If you're using a hair clip or bobby pins, that's all you need. But if you want to attach the bow to a matching covered headband, you will also need to cut a bias strip based on the size of your base.  The wide spot of my headband is 1" wide, and it's about 13" long.  Measure around the headband to account for its thickness.  I used a doubled layer for a nicer finish and allowed about 1" at either end for hemming.  So I needed a bias strip at least 4" wide x 15" long.  The rotary cutter and ruler make cutting bias strips really easy:

Designed for quilters, a rotary cutter, cutting mat, and quilting ruler make cutting accurate bias strips very easy.

So here's everything all set to go:


Stitching
Fold each of the two larger rectangles in half.  The folded edge of the smaller one should be 8.75" long, while the folded edge of the larger one should be 10" long.  Stitch using a 1/2" seam from one folded edge to the other, turning at the corners and breaking (with back stitching) at the center of the long edge to leave a spot for turning.


Press and trim the seam, clipping the corners.  Turn, using a point turner.  Press.  Repeat for each bow layer.


Here's a couple shots using that odd turning device I show in the above video.  It's called a Point and Tube Turner, by the way, in case you're looking for one.  I know they have them at Nancy's Notions and The Sewing Place.

The blunt end is inserted through the opening into a corner.  Close the tool.


Gently pull the fabric up and over the side with the taper point, bringing the corner through the opening.  Use your hands and a bamboo or plastic turner to finish the job and get clean corners and edges.


Applying the Lace
If using a sewing machine, the upper thread should match the lace with the bobbin matching the fabric.  I'm pretty experienced and so don't so a lot of pinning ahead of time.  I also do the mitering as I go along.  Use whatever method you're comfortable with, but this is how I did this project.

The first round of stitching will all be at the outer edge of the bow.  I applied the lace to the lower, larger bow layer.

Start at the center of the long edge with the turning opening.  I put the lace about 1/8" away from the edge of the fabric, but use whatever placement you like.  Stitch in the header (the denser edge) to the corner, stopping the same distance from the edge as you've been stitching.

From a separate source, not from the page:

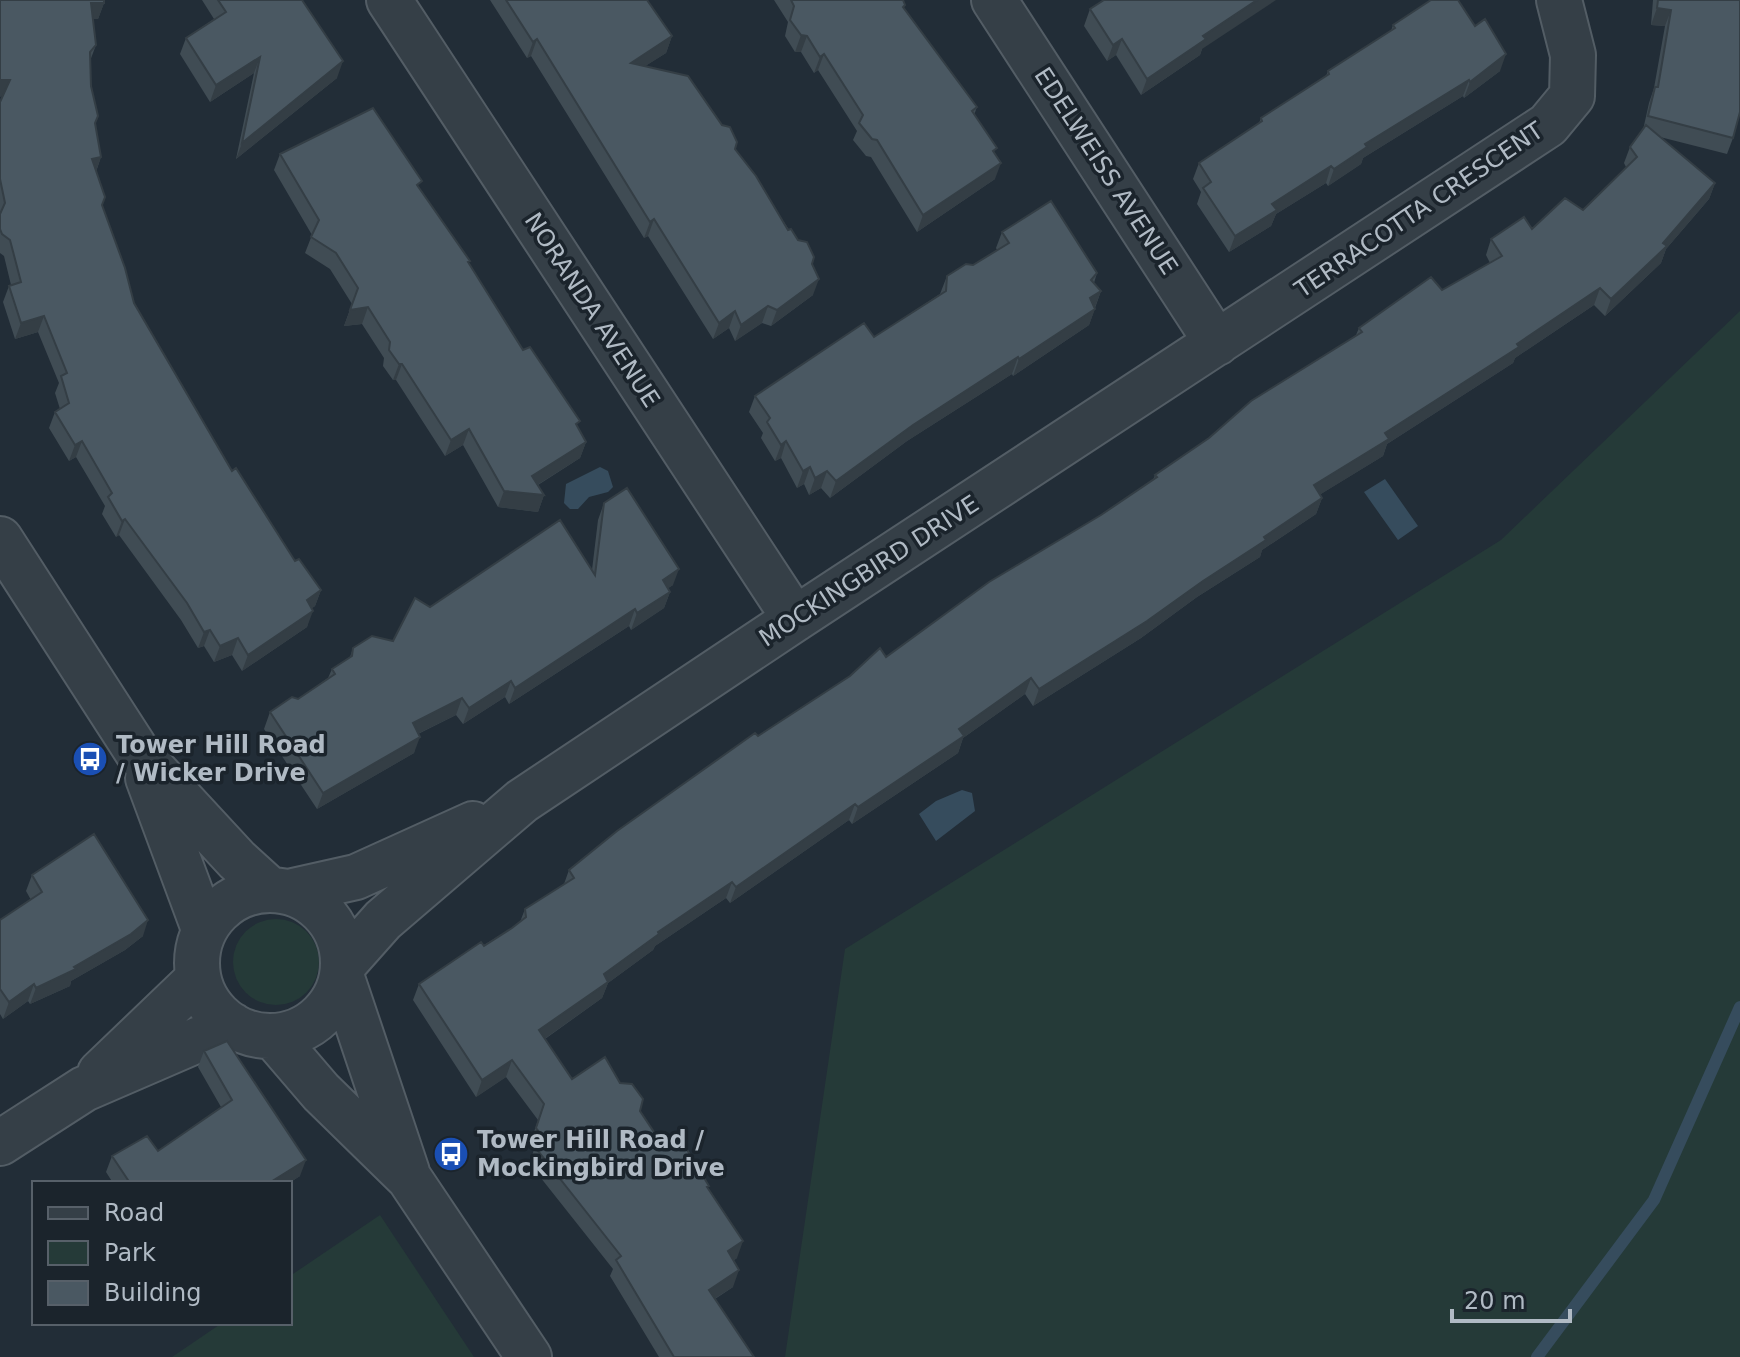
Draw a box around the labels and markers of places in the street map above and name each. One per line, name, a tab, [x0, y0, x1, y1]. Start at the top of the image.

So, here, I'm 1/8" from the right hand edge, so I stop about 1/8" from the corner.  Make sure the needle is down.  Keep the needle in place during the next steps.



Lift the presser foot and turn the work 90 degrees.  Bring the free end of the lace around and place the correct distance from the edge.  Allow the excess in the corner to pop up for the moment.  Pin the lace about 1" from the corner.  Use your bamboo pointer tool to gently tuck the excess lace under the new side you're working on, forming a neat miter.

Turn the work and bring the lace around to the next side.  Pin.  Note the bit of excess lace left by the turn.  This needs to be formed into a mitered corner.


Tuck the lace underneath.  It should be a nice, neat right triangle. 

Continue stitching along the outer edge, mitering each corner, until you get back to the starting point.  I like to turn under the end of the lace just in case it should ever show.

Stitch around the inner edge of the lace, pivoting at the corners.

Pivot at the inner corners, making sure to keep the needle in the DOWN position.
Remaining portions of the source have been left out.